* _WORK TASK_
In the records that follow, find each line with the word "above" and copy it.

* _GIVEN RECORDS_

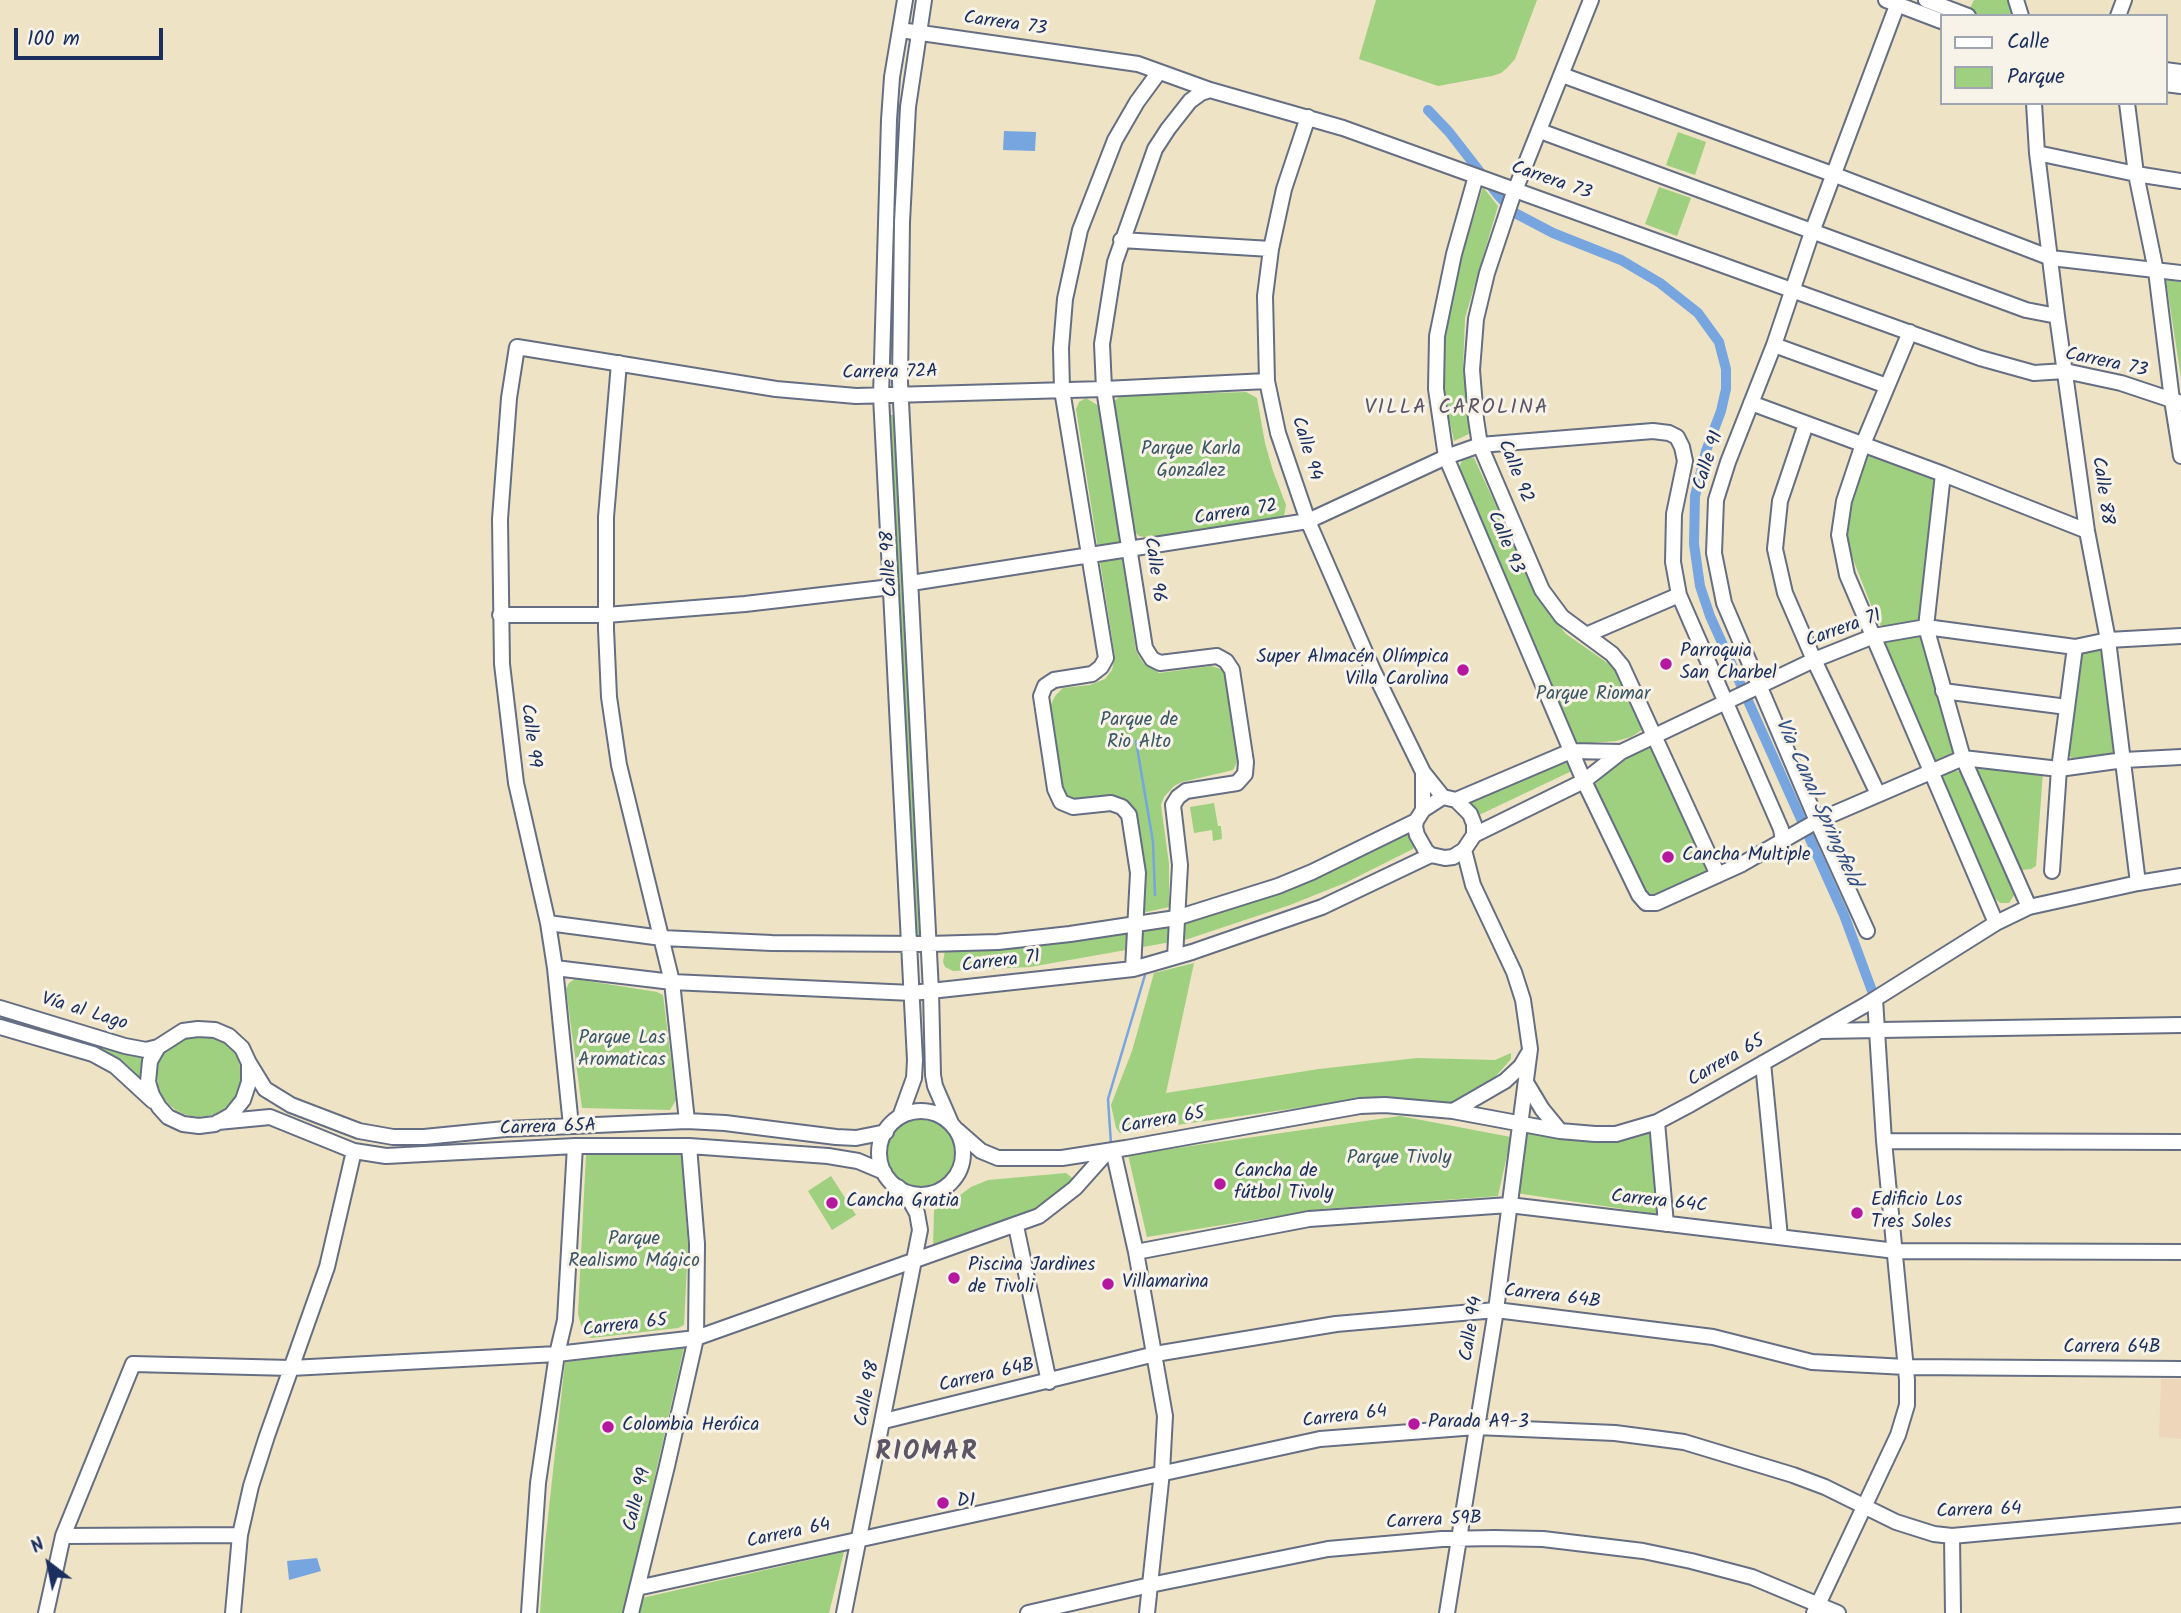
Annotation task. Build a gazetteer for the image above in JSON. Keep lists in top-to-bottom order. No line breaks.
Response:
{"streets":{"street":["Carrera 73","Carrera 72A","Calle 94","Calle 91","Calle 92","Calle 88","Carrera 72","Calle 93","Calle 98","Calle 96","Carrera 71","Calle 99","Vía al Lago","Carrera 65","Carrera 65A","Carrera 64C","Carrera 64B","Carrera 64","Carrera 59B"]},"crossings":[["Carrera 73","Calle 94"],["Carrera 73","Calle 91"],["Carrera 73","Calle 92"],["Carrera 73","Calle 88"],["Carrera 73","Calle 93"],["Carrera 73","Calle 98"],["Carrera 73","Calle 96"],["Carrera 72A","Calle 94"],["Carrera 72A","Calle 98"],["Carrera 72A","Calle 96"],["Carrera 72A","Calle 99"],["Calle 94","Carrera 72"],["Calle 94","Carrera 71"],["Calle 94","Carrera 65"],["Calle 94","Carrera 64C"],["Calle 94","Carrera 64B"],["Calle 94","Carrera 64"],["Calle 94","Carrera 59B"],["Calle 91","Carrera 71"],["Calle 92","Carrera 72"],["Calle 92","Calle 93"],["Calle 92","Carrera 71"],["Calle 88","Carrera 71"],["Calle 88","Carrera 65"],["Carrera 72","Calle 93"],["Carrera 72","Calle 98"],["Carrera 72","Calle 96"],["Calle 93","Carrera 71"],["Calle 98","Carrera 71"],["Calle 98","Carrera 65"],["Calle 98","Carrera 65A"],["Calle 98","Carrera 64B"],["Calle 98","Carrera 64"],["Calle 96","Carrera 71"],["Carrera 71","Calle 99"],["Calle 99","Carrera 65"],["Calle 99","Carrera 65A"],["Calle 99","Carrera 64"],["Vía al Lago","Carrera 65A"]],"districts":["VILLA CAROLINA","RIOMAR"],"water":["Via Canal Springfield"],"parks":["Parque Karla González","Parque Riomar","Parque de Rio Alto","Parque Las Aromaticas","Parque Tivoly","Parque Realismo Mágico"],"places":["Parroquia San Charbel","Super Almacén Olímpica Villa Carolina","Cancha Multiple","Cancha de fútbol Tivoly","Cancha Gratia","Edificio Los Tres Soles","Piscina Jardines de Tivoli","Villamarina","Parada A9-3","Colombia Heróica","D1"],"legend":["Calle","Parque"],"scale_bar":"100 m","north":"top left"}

* * *

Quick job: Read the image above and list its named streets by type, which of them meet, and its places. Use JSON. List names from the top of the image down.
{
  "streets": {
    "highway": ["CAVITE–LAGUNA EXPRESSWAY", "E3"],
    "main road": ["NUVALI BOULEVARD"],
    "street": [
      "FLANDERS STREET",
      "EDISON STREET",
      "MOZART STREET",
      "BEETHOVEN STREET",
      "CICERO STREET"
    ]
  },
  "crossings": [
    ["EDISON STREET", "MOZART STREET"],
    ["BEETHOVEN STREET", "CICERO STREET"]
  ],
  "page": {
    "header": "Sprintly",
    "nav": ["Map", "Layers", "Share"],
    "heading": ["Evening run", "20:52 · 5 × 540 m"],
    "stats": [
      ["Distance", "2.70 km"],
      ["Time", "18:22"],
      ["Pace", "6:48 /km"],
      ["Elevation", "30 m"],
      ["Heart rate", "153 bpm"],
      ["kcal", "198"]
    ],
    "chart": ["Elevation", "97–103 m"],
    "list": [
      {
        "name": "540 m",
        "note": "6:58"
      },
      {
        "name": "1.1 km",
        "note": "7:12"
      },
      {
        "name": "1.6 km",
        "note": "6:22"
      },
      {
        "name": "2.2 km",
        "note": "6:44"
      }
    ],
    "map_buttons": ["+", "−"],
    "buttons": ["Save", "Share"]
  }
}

* _TASK OUTPUT_
Annotation task. Build a gazetteer for the image above in JSON. Keep lists in top-to-bottom order. No line breaks.
Quick job: Read the image above and list its named streets by type, which of them meet, and its places. Use JSON. List names from the top of the image down.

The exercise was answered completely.